What Is a Good APR for a Car Loan?
A good APR for a car loan is around 3.24%, based on Q2 2020 information from credit bureau Experian. Most people aren’t paying that little, though. The average APR for a new car in June 2020 was 4.93%. For a used car, it was 9.25%.
One of the biggest factors in determining your APR is your credit score. Here’s what average rates looked like on new car loans in Q2 2020, by credit score:
Other factors play into your interest rate too, such as:
- Your lender: Some lenders simply charge more than others.
- Your term length: The longer your term length, the higher your interest rate (generally).
- Used vs. new car: Loans used to buy new cars tend to carry lower interest rates than those on loans used to buy used cars.
How Can I Calculate My Car Payment?
Your monthly car payment is calculated by dividing the total paid over the life of the loan by the number of months in your loan. For example, if you finance $20,000 to purchase a car, and you pay $5,000 in interest (for a total loan cost of $25,000) over the course of a five-year loan, your monthly payment would be $416.67 ($25,000 divided by 60 months).
Where Can I Get a Car Loan?
There are many places you can get a car loan.
- Buy-here-pay-here dealerships: These dealerships actually lend the money themselves. They come with very high rates, and are typically marketed toward customers with poorer credit.

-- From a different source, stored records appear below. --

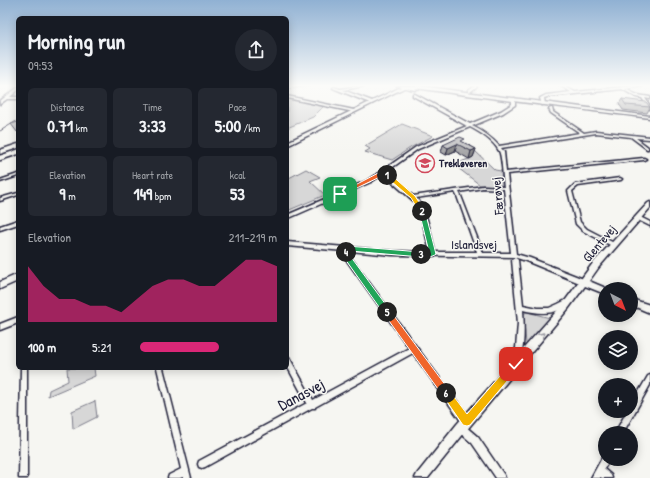 <!DOCTYPE html>
<meta charset="utf-8">
<style>
:root{--surface:#171b24;--page:#242831;--text:#f1f3f6;--muted:#9ea1a6;--accent:#db2777}
body{margin:0;font-family:"Patrick Hand",sans-serif;background:var(--page);color:var(--text);height:100vh;display:flex;flex-direction:column;font-size:15px;white-space:nowrap}
*{box-sizing:border-box;margin:0}
p{font-size:13px;color:var(--muted)}
.icon{flex:none;width:22px;height:22px;fill:none;stroke:currentColor;stroke-width:2;stroke-linecap:round;stroke-linejoin:round}
.map{position:relative;flex:1;overflow:hidden}
.side{position:absolute;left:16px;top:16px;width:273px;height:354px;display:flex;flex-direction:column;background:var(--surface);border-radius:6px;box-shadow:0 2px 10px #0003}
.side>*{flex:none}
.needle{width:26px;rotate:138deg}
.fabs{position:absolute;left:598px;top:282px;display:grid;gap:8px}
.fabs a{display:grid;place-items:center;width:40px;height:40px;border-radius:50%;background:var(--surface);box-shadow:0 2px 10px #0003;font-size:20px}
.pin{position:absolute;display:grid;place-items:center;width:34px;height:34px;color:#fff;margin:-17px;border-radius:8px;box-shadow:0 2px 6px #0006}
.km{position:absolute;width:20px;height:20px;margin:-10px;border-radius:50%;background:#222;color:#fff;font-size:11px;line-height:20px;text-align:center}
.round{display:grid;place-items:center;flex:none;width:42px;height:42px;border-radius:21px;background:var(--page)}
.headline{display:flex;align-items:center;justify-content:space-between;height:68px;padding:0 12px}
h1{font-size:22px;font-weight:700;line-height:30px}
.stats{display:grid;grid-template-columns:repeat(3,1fr);gap:6px;height:68px;padding:4px 12px}
.stats div{display:grid;align-content:center;border-radius:6px;background:var(--page);text-align:center}
.stats b{font-size:17px;font-weight:700}
.stats small{font-size:11px;font-weight:400}
.stats p{font-size:11px}
.chart{height:112px;padding:8px 12px}
.chart p{display:flex;justify-content:space-between}
.chart svg{width:100%;height:72px;margin-top:4px;fill:var(--accent);opacity:.7}
ul{padding:0 12px;list-style:none;font-size:13px}
li{display:grid;grid-template-columns:64px 48px 1fr;align-items:center;height:30px}
li i{height:10px;border-radius:5px;background:var(--accent)}
.map>svg:first-child{display:block}
.green{fill:#d7d7d7;stroke:#7c7c89}
.lines{fill:none;stroke-linecap:round;stroke-linejoin:round}
.minor-casing{stroke:#22223b;stroke-width:3}
.tertiary-casing{stroke:#22223b;stroke-width:3}
.secondary-casing{stroke:#22223b;stroke-width:3}
.minor{fill:#f6f6f2;fill-rule:evenodd}
.tertiary{fill:#f6f6f2;fill-rule:evenodd}
.secondary{fill:#f6f6f2;fill-rule:evenodd}
.rail-far1{stroke:#22223b;stroke-width:1}
.rail{stroke:#22223b;stroke-width:1.5}
.wall{fill:#a7a7a9;stroke:#22223b}
.shaded-wall{fill:#888889;stroke:#22223b}
.building{fill:#c2c2c4;stroke:#22223b}
.oneway{stroke:#9797a0}
.split-1{fill:#f0652b;stroke:#fff}
.split-2{fill:#f5b400;stroke:#fff}
.split-3{fill:#22a559;stroke:#fff}
.split-4{fill:#22a559;stroke:#fff}
.split-5{fill:#22a559;stroke:#fff}
.split-6{fill:#f0652b;stroke:#fff}
.split-7{fill:#f5b400;stroke:#fff}
.labels{text-anchor:middle;dominant-baseline:central;stroke-width:3;stroke-linejoin:round;paint-order:stroke}
.far-poi-label{font-size:11px;font-weight:bold;fill:#22223b;stroke:#f6f6f2;text-anchor:start}
.street-label{font-size:13px;fill:#22223b;stroke:#f6f6f2}
.near-street-label{font-size:16px;fill:#22223b;stroke:#f6f6f2}
</style>
<div class="map">
<svg width="650" height="478" viewBox="0 0 650 478">
<rect width="100%" height="100%" fill="#f6f6f2"/>
<filter id="ink" filterUnits="userSpaceOnUse"><feTurbulence type="fractalNoise" baseFrequency=".025" numOctaves="2"/><feDisplacementMap in="SourceGraphic" scale="8" xChannelSelector="R" yChannelSelector="G"/><feConvolveMatrix kernelMatrix="1 2 1 2 8 2 1 2 1" color-interpolation-filters="sRGB"/></filter>
<g filter="url(#ink)">
<g class="green">
<path d="M 287,98 L 324,106 L 313,117 L 287,128 Z"/>
<path d="M 402,124 L 433,136 L 410,148 L 392,160 L 365,152 L 370,149 L 365,146 Z"/>
<path d="M 474,150 L 495,170 L 501,171 L 502,186 L 480,185 L 458,168 L 459,166 L 456,164 L 473,157 L 467,153 Z"/>
<path d="M 306,169 L 320,177 L 310,181 L 325,195 L 287,211 L 287,179 Z"/>
<path d="M 527,312 L 550,318 L 551,320 L 528,347 L 526,343 L 523,314 Z"/>
<path d="M 67,368 L 94,368 L 95,376 L 48,396 L 49,390 L 68,381 Z"/>
<path d="M 95,401 L 97,417 L 73,429 L 72,411 Z"/>
</g>
<g class="lines">
<defs>
<g id="minor">
<path d="M 358,86 L 364,86 L 343,90 L 372,101 L 372,103 L 370,103 L 333,88 L 334,87 L 340,89 Z"/>
<path d="M 474,86 L 477,86 L 470,92 L 468,92 L 468,90 Z"/>
<path d="M 561,86 L 564,86 L 575,92 L 633,86 L 643,86 L 625,89 L 638,95 L 650,97 L 650,99 L 645,98 L 650,106 L 650,109 L 649,109 L 642,98 L 636,97 L 622,89 L 547,97 L 544,98 L 545,104 L 542,105 L 540,98 L 546,95 L 571,92 Z"/>
<path d="M 17,88 L 18,88 L 18,90 L 10,97 L 18,97 L 18,99 L 7,99 L 0,104 L 0,101 Z"/>
<path d="M 413,94 L 415,94 L 470,124 L 501,111 L 512,104 L 512,99 L 515,98 L 515,105 L 503,113 L 472,126 C 483,131 491,137 499,146 L 580,133 L 551,113 L 549,109 L 551,108 L 552,108 L 553,112 L 584,133 L 596,131 L 650,137 L 650,139 L 636,138 L 648,147 L 648,149 L 647,149 L 631,137 L 596,133 L 501,148 L 504,152 L 506,172 L 644,158 L 646,159 L 644,160 L 507,174 L 516,254 L 530,258 L 586,280 L 587,282 L 586,284 L 582,284 L 526,261 L 514,257 L 392,255 L 350,251 L 350,257 L 469,418 L 470,421 L 469,424 L 466,425 L 463,424 L 413,353 L 315,407 L 315,408 L 312,408 L 205,467 L 202,468 L 199,467 L 198,464 L 199,461 L 307,403 L 287,366 L 287,356 L 289,357 L 313,400 L 409,348 L 345,258 L 344,257 L 344,251 L 287,246 L 287,242 L 392,251 L 430,252 L 420,210 L 416,203 L 383,174 L 371,182 L 287,219 L 287,215 L 369,180 L 416,147 L 467,126 L 413,96 ZM 470,127 C 481,133 493,140 499,151 C 502,156 503,180 504,187 L 483,186 L 413,196 L 386,172 L 418,149 ZM 483,188 L 504,189 L 511,253 L 483,253 L 461,196 L 459,192 ZM 455,192 L 457,196 L 477,252 L 435,252 C 431,238 427,207 416,198 Z"/>
<path d="M 287,96 L 354,110 L 356,111 L 354,112 L 287,98 Z"/>
<path d="M 18,174 L 18,176 L 0,182 L 0,180 Z"/>
<path d="M 620,178 L 622,179 L 621,180 L 578,186 L 572,191 L 580,222 L 587,229 L 616,244 L 617,245 L 614,247 L 583,231 L 576,224 L 568,191 L 575,184 Z"/>
<path d="M 18,193 L 18,195 L 0,201 L 0,198 Z"/>
<path d="M 638,216 L 650,222 L 650,226 L 636,219 L 636,218 Z"/>
<path d="M 18,220 L 18,224 L 0,230 L 0,226 Z"/>
<path d="M 515,258 L 517,259 L 518,260 L 523,305 L 538,308 L 549,308 L 558,304 L 566,300 L 568,300 L 569,302 C 558,316 539,314 523,310 C 524,327 525,347 519,363 L 517,364 L 515,363 L 514,361 L 516,348 L 518,323 L 512,260 L 513,259 Z"/>
<path d="M 18,317 L 18,323 L 0,330 L 0,324 Z"/>
<path d="M 21,368 L 27,368 L 27,478 L 19,478 Z"/>
<path d="M 157,368 L 163,368 L 191,478 L 183,478 L 183,477 L 180,478 L 168,478 L 169,475 L 181,469 Z"/>
<path d="M 650,375 L 650,385 L 623,433 L 615,433 L 627,411 L 631,411 L 631,405 L 648,376 Z"/>
<path d="M 461,424 L 464,425 L 478,437 L 504,475 L 505,478 L 496,478 L 472,443 L 458,431 L 457,428 L 458,425 Z"/>
<path d="M 605,455 L 605,459 L 610,459 L 604,469 L 611,475 L 612,478 L 602,478 L 600,477 L 600,478 L 591,478 L 603,456 Z"/>
</g>
<g id="tertiary">
<path d="M 403,86 L 408,86 L 287,146 L 287,142 Z"/>
<path d="M 650,202 L 650,208 L 599,267 L 589,281 L 608,289 L 605,289 L 605,294 L 585,286 L 568,309 L 465,432 L 428,478 L 415,478 L 417,474 L 457,424 L 562,305 L 593,263 L 648,203 Z"/>
<path d="M 18,274 L 18,281 L 0,289 L 0,282 Z"/>
<path d="M 631,299 L 650,305 L 650,313 L 631,305 Z"/>
</g>
<g id="secondary">
<path d="M 397,86 L 420,86 L 650,116 L 650,118 C 572,108 493,99 415,88 L 417,89 L 415,90 Z"/>
<path d="M 18,144 L 18,148 L 0,154 L 0,150 Z"/>
</g>
</defs>
<use href="#minor" class="minor-casing"/>
<use href="#tertiary" class="tertiary-casing"/>
<use href="#secondary" class="secondary-casing"/>
<use href="#minor" class="minor"/>
<use href="#tertiary" class="tertiary"/>
<use href="#secondary" class="secondary"/>
<g class="rail-far1">
<path d="M 287,89 L 310,86"/>
<path d="M 0,131 L 18,120"/>
</g>
<path class="rail" d="M 0,161 L 18,155"/>
</g>
<g class="wall">
<path d="M 622,99 L 650,107 L 647,113 L 623,110 L 619,104 Z"/>
<path d="M 464,143 L 476,149 L 473,157 L 469,159 L 455,151 L 446,155 L 441,152 L 443,145 Z"/>
</g>
<g class="shaded-wall">
<path d="M 457,144 L 455,151 L 446,155 L 448,148 Z"/>
<path d="M 476,149 L 473,157 L 469,159 L 471,151 Z"/>
</g>
<g class="building">
<path d="M 622,99 L 646,102 L 650,107 L 626,105 Z"/>
<path d="M 18,122 L 18,131 L 17,132 L 11,124 Z"/>
<path d="M 460,137 L 465,139 L 461,141 L 476,149 L 471,151 L 457,144 L 448,148 L 443,145 Z"/>
</g>
<defs><path id="oneway-chevron" d="M-2-3.5L2.5 0L-2 3.5" fill="none" stroke-width="1.6" stroke-linecap="round" stroke-linejoin="round"/></defs>
<use class="oneway" href="#oneway-chevron" transform="translate(542 335) rotate(-50)"/>
</g>
<linearGradient id="sky" x2="0" y2="1"><stop stop-color="#90b1d3"/><stop offset="0.56" stop-color="#fbfbf9"/><stop offset="1" stop-color="#fbfbf9" stop-opacity="0"/></linearGradient>
<rect width="650" height="153" fill="url(#sky)"/>
<path class="split-1" d="M 382,171 L 385,171 L 390,175 L 387,176 L 384,175 L 342,195 L 338,194 Z"/>
<path class="split-2" d="M 385,173 L 389,173 L 415,196 L 425,211 L 424,213 L 420,213 L 411,198 L 385,176 Z"/>
<path class="split-3" d="M 422,209 L 425,211 L 436,254 C 432,258 421,258 417,254 L 421,252 L 429,252 L 419,211 Z"/>
<path class="split-4" d="M 347,246 L 421,252 L 424,254 L 421,257 L 350,251 L 346,254 L 343,252 L 344,247 Z"/>
<path class="split-5" d="M 346,249 L 349,250 L 351,257 L 389,309 L 389,314 L 384,314 L 345,259 L 343,252 Z"/>
<path class="split-6" d="M 387,308 L 389,309 L 449,390 L 451,393 L 449,396 L 446,398 L 443,396 L 384,314 L 384,309 Z"/>
<path class="split-7" d="M 516,360 L 519,361 L 520,364 L 519,367 L 470,425 L 467,426 L 463,425 L 443,396 L 441,393 L 443,390 L 446,388 L 449,390 L 467,414 L 513,361 Z"/>
<defs>
<symbol id="school-ring" viewBox="-11 -11 22 22"><circle r="9.5" fill="#f6f6f2" stroke="#d1495b" stroke-width="1.5"/><path d="M0-5L7-2L0 1L-7-2ZM-4 1L0 2.5L4 1V4Q0 6-4 4Z" fill="#d1495b"/></symbol>
</defs>
<g fill-rule="evenodd">
<use href="#school-ring" x="414" y="152" width="22" height="22"/>
</g>
<g class="labels">
<g class="far-poi-label">
<text x="439" y="163">Trekløveren</text>
</g>
<g class="street-label">
<text transform="translate(497 196) rotate(-95)">Færøvej</text>
<text transform="translate(599 243) rotate(-50)">Glentevej</text>
<text x="474" y="244">Islandsvej</text>
</g>
<g class="near-street-label">
<text transform="translate(301 394) rotate(-28)">Danasvej</text>
</g>
</g>
</svg>
<div class="fabs">
<a><svg class="needle" viewBox="-14 -14 28 28"><path d="M0-13l5 13h-10z" fill="#e53935"/><path d="M0 13l5-13h-10z" fill="#9ea1a6"/></svg></a>
<a><svg class="icon" aria-label="layers" viewBox="0 0 24 24"><path d="M12 4l9 5-9 5-9-5zM3 14l9 5 9-5"/></svg></a>
<a>+</a>
<a>−</a>
</div>
<div class="pin" style="left:340px;top:194px;background:#1e9e55"><svg class="icon" aria-label="arrive" viewBox="0 0 24 24"><path d="M6 21V4h12l-3 4 3 4H6"/></svg></div>
<div class="pin" style="left:516px;top:364px;background:#d93025"><svg class="icon" aria-label="check" viewBox="0 0 24 24"><path d="M5 12l5 5 9-10"/></svg></div>
<b class="km" style="left:387px;top:175px">1</b>
<b class="km" style="left:422px;top:211px">2</b>
<b class="km" style="left:421px;top:254px">3</b>
<b class="km" style="left:346px;top:252px">4</b>
<b class="km" style="left:387px;top:312px">5</b>
<b class="km" style="left:446px;top:393px">6</b>
<section class="side">
<div class="headline"><div><h1>Morning run</h1><p>09:53</p></div><a class="round"><svg class="icon" aria-label="share" viewBox="0 0 24 24"><path d="M12 15V3M7 8l5-5 5 5M5 13v7h14v-7"/></svg></a></div>
<div class="stats">
<div><p>Distance</p><b>0.71<small> km</small></b></div>
<div><p>Time</p><b>3:33</b></div>
<div><p>Pace</p><b>5:00<small> /km</small></b></div>
</div>
<div class="stats">
<div><p>Elevation</p><b>9<small> m</small></b></div>
<div><p>Heart rate</p><b>149<small> bpm</small></b></div>
<div><p>kcal</p><b>53</b></div>
</div>
<div class="chart"><p><span>Elevation</span>211–219 m</p>
<svg viewBox="0 0 160 44" preserveAspectRatio="none"><path d="M0 44V10L10 22L20 30L30 30L40 34L50 34L60 38L70 30L80 22L90 18L100 18L110 22L120 22L130 14L140 6L150 6L160 10V44z"/></svg>
</div>
<ul>
<li><b>100 m</b>5:21<i style="width:58%"></i></li>
</ul>
</section>
</div>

- Dealerships: Not to be confused with those above, more reputable dealerships often work with partner lenders who actually lend the money.
- Credit unions: Most credit unions offer auto loans, although you need to meet membership criteria in order to join.
- Banks: Similarly, banks offer auto loans, and there are usually no membership requirements (although rates tend to be a bit higher than at credit unions).
- Online lenders: Some online lenders also offer auto loans.
Should I Use an Auto Loan Calculator?
Yes, it’s always a good idea to use an auto loan calculator before you start shopping. This lets you see how much you can reasonably afford, better prepares you to negotiate at a car lot or dealership, and helps you understand what's the best auto loan for you.
You can also play around with the numbers by changing the variables to see how they affect the monthly payment, total interest, and total paid. For example, try plugging in a shorter loan term to see if you can afford the payments, and if you’d pay less overall.
What Are the Most Common Term Lengths?
According to data from Experian, here is the percentage of people opting for different term lengths in Q2 of 2020:
- 49-60 months: 15.7%
- 61-72 months: 39.9%
- 73-84 months: 35.1%
- 85-96 months: 4.8%
Keep in mind that just because longer-term loan lengths are becoming more common (according to Experian), that doesn’t necessarily mean they’re a good idea. There are a lot of things to consider when choosing a long-term auto loan.
Using a car loan calculator is just one step in making a smart financing decision. Once you get a sense of how the loan works, it’s smart to get preapproved for an auto loan before you go to the car lot. This gives you far more negotiating power than theoretical numbers spit out by a calculator.